_Problem description_
Copy out each line of the material below that holds the string "gazetteer".

_Study material_
>>
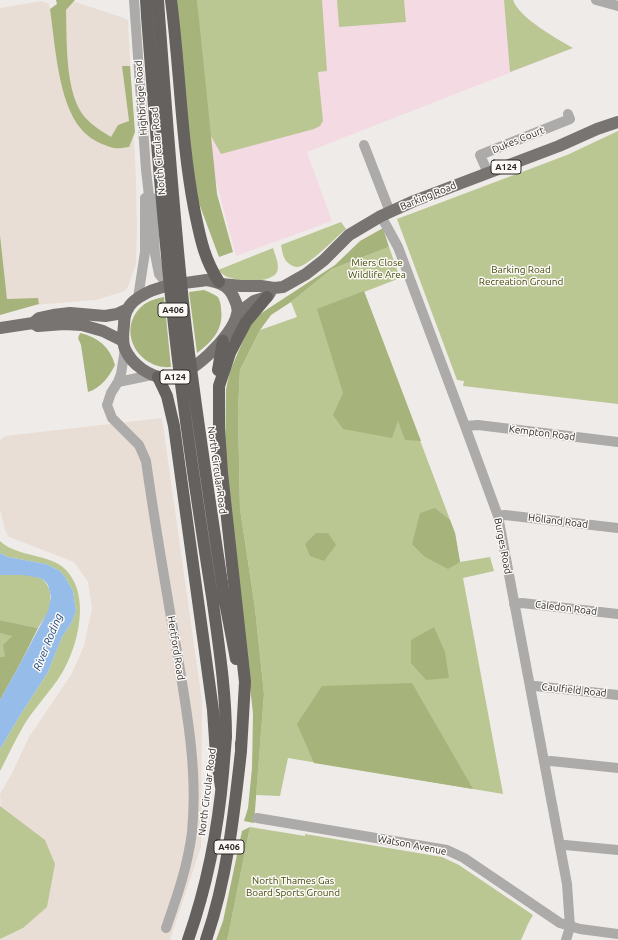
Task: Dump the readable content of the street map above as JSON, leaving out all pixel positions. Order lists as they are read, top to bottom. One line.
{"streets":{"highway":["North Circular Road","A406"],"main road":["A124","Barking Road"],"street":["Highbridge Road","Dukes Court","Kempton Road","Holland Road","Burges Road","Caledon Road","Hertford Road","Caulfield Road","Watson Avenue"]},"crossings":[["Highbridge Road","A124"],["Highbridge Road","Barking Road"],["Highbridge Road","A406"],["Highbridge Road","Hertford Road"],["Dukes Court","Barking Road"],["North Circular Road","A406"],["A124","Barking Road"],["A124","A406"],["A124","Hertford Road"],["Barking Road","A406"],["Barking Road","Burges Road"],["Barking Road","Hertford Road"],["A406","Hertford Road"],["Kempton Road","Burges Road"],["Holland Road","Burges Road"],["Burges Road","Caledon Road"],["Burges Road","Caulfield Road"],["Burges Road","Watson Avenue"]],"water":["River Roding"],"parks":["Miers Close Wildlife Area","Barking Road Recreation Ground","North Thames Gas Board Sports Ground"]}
<<
>>
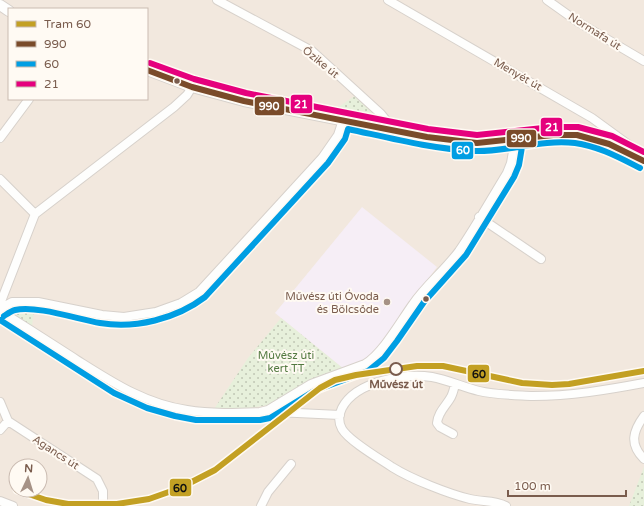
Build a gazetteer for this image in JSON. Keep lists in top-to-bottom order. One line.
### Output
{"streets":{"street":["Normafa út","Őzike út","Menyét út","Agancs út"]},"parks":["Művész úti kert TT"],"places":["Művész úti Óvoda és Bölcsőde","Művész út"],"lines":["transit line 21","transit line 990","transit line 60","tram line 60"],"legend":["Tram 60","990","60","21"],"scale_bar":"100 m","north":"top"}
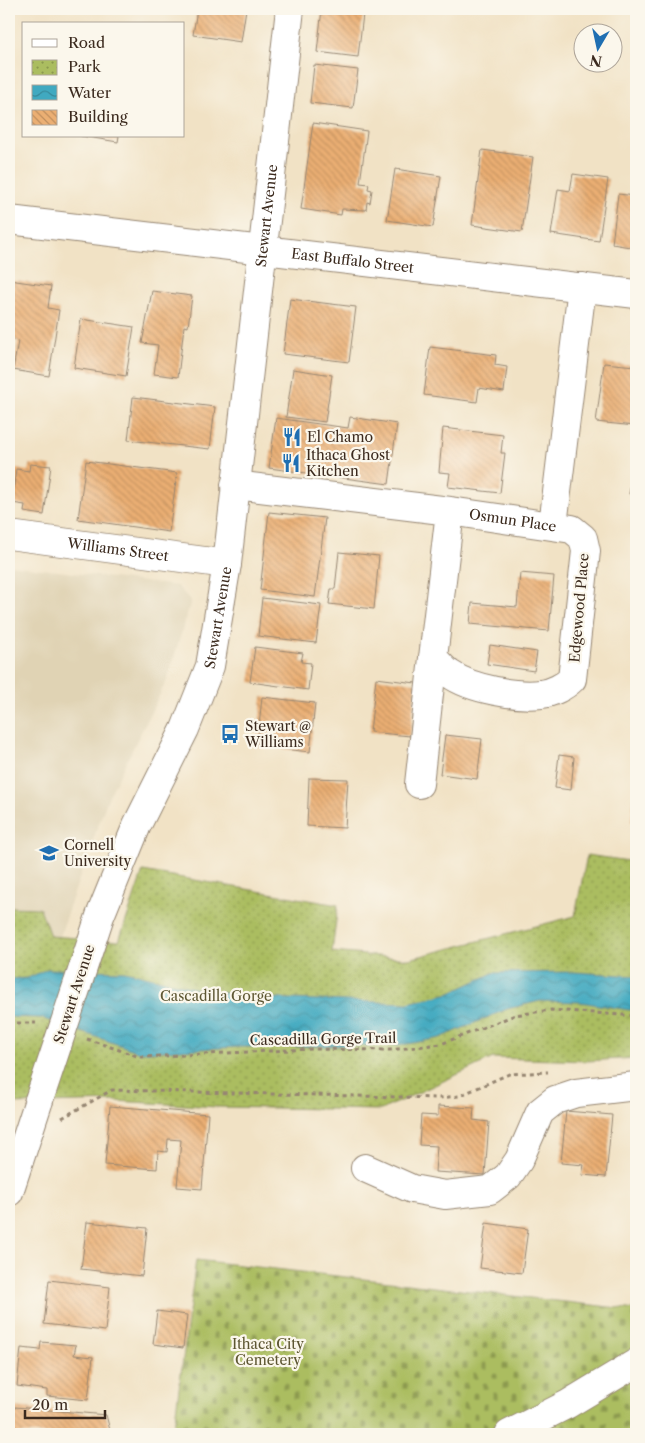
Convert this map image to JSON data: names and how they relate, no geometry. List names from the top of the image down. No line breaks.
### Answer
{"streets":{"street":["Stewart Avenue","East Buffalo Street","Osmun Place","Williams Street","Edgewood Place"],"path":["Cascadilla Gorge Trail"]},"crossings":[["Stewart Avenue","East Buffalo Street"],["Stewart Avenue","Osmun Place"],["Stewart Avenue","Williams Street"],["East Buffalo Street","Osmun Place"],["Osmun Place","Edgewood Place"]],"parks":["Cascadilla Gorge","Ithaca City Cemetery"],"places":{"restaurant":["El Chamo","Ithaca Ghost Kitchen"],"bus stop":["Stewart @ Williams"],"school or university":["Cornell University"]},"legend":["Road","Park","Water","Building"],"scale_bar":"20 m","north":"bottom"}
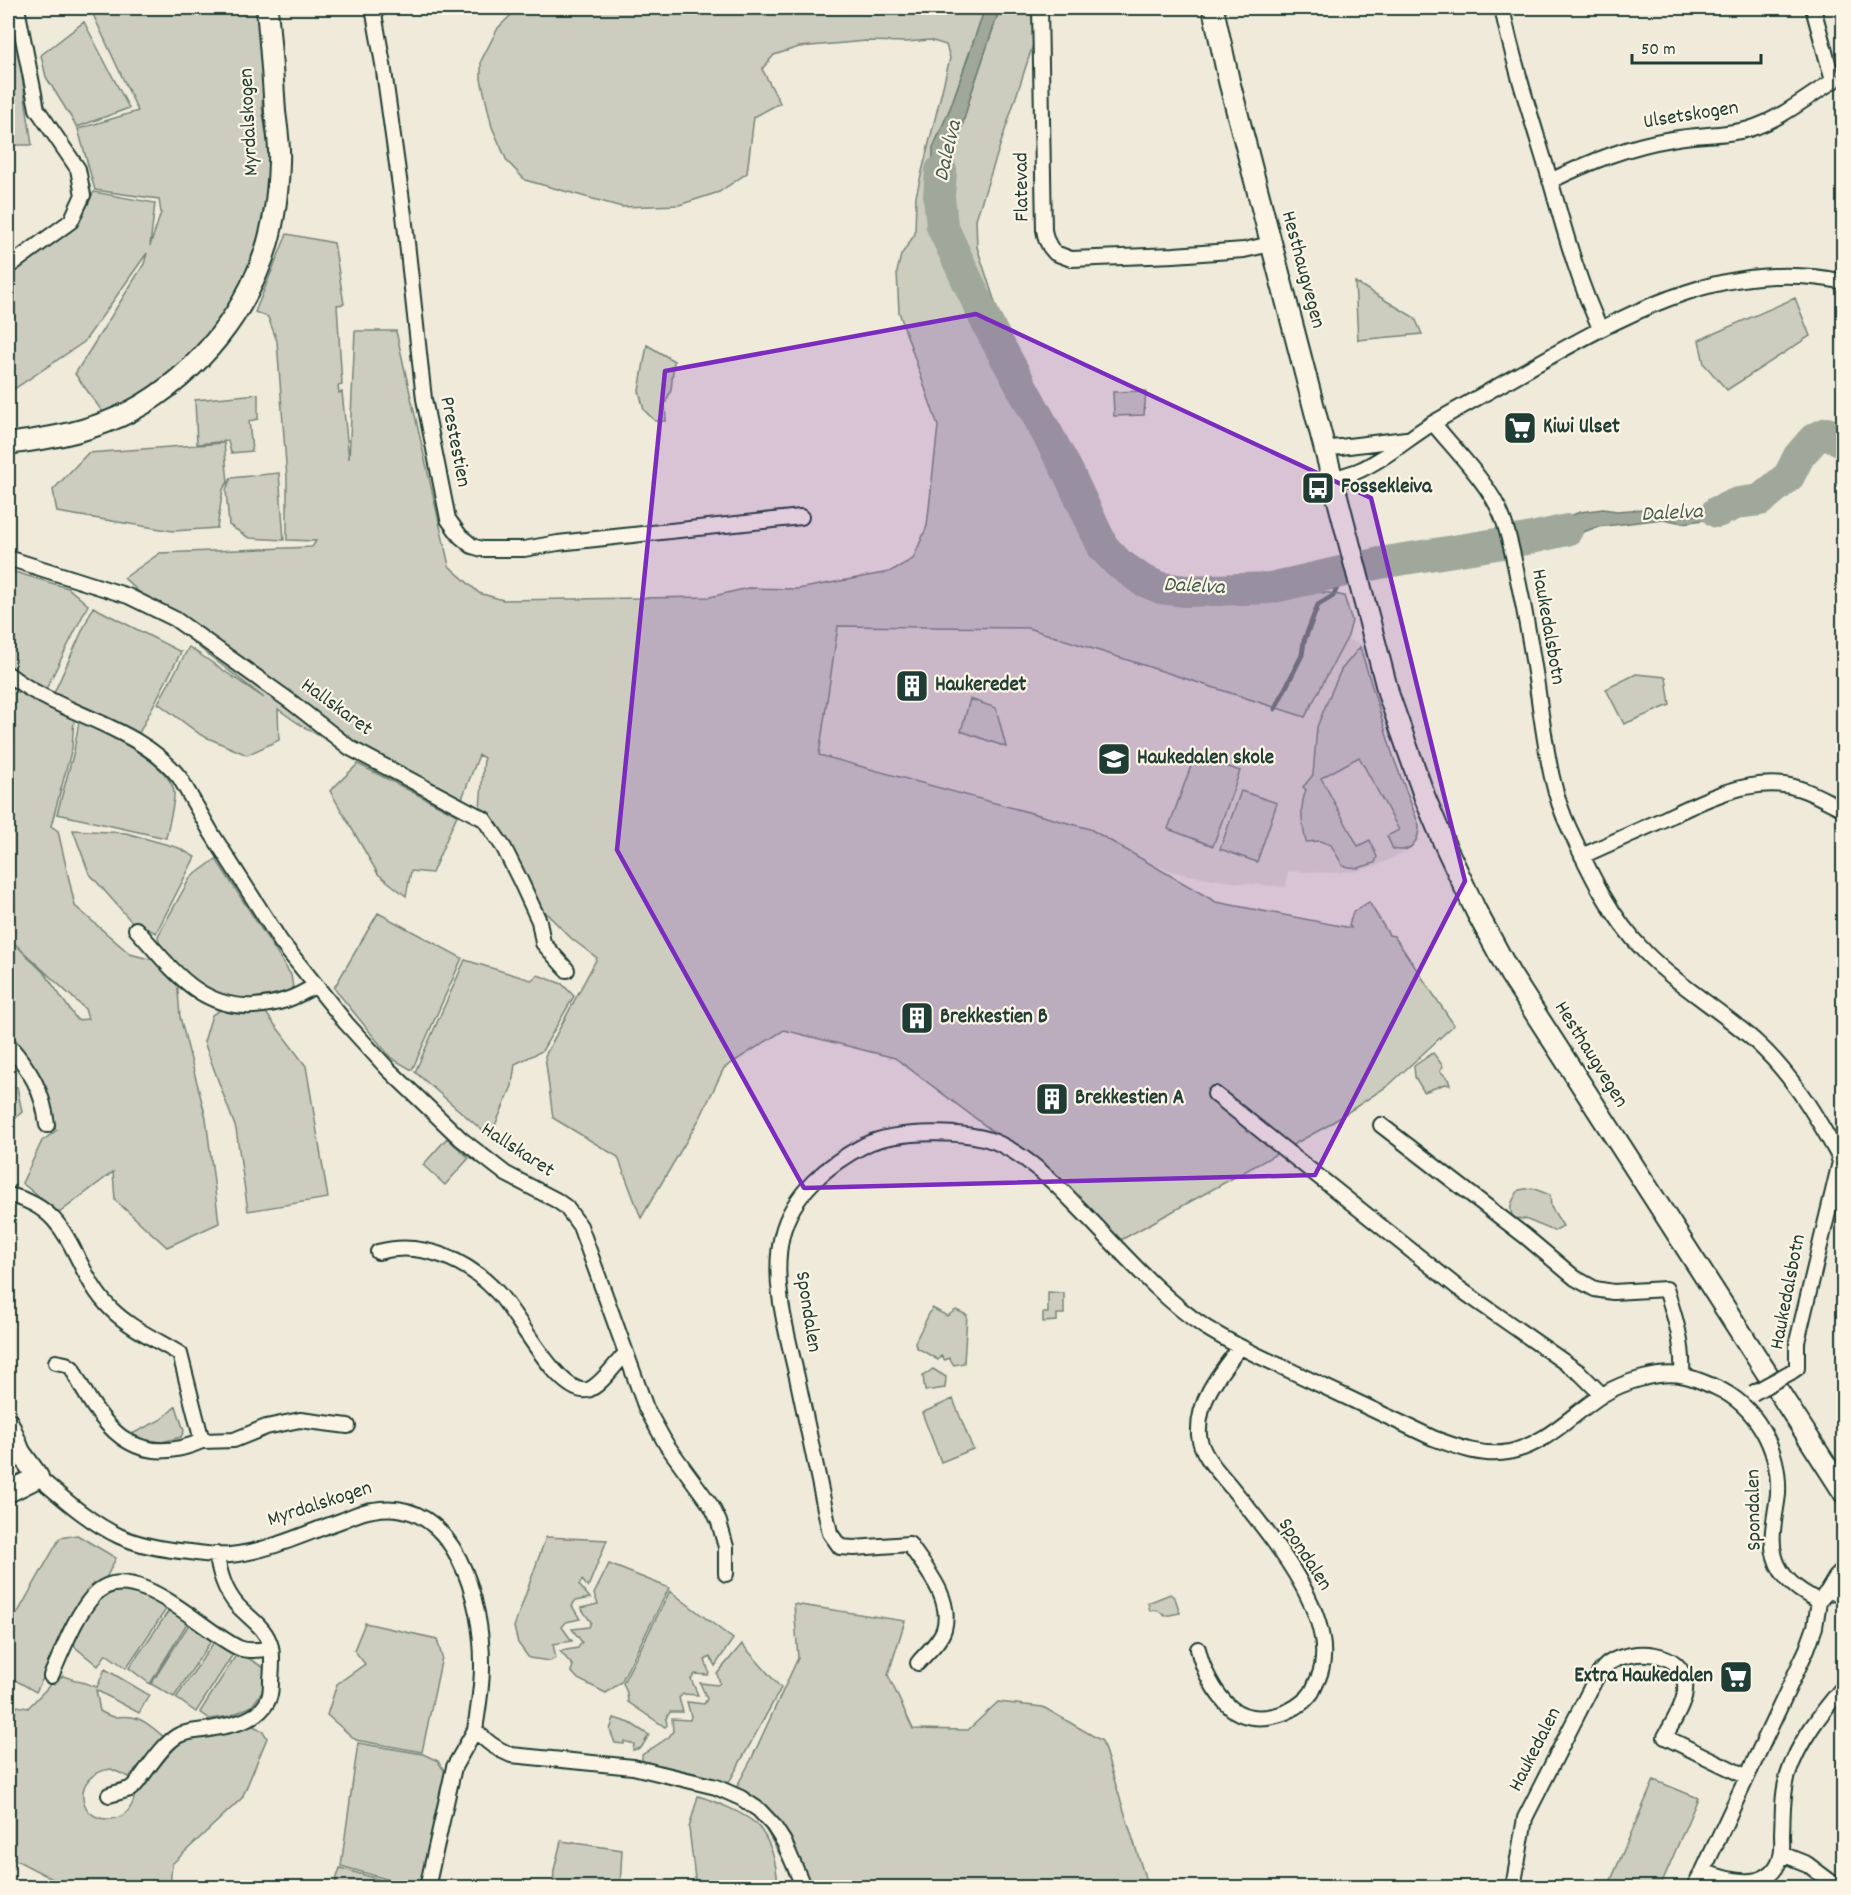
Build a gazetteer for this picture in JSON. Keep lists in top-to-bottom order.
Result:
<<
_Written answer_
Build a gazetteer for this image in JSON. Keep lists in top-to-bottom order. One line.
Build a gazetteer for this picture in JSON. Keep lists in top-to-bottom order.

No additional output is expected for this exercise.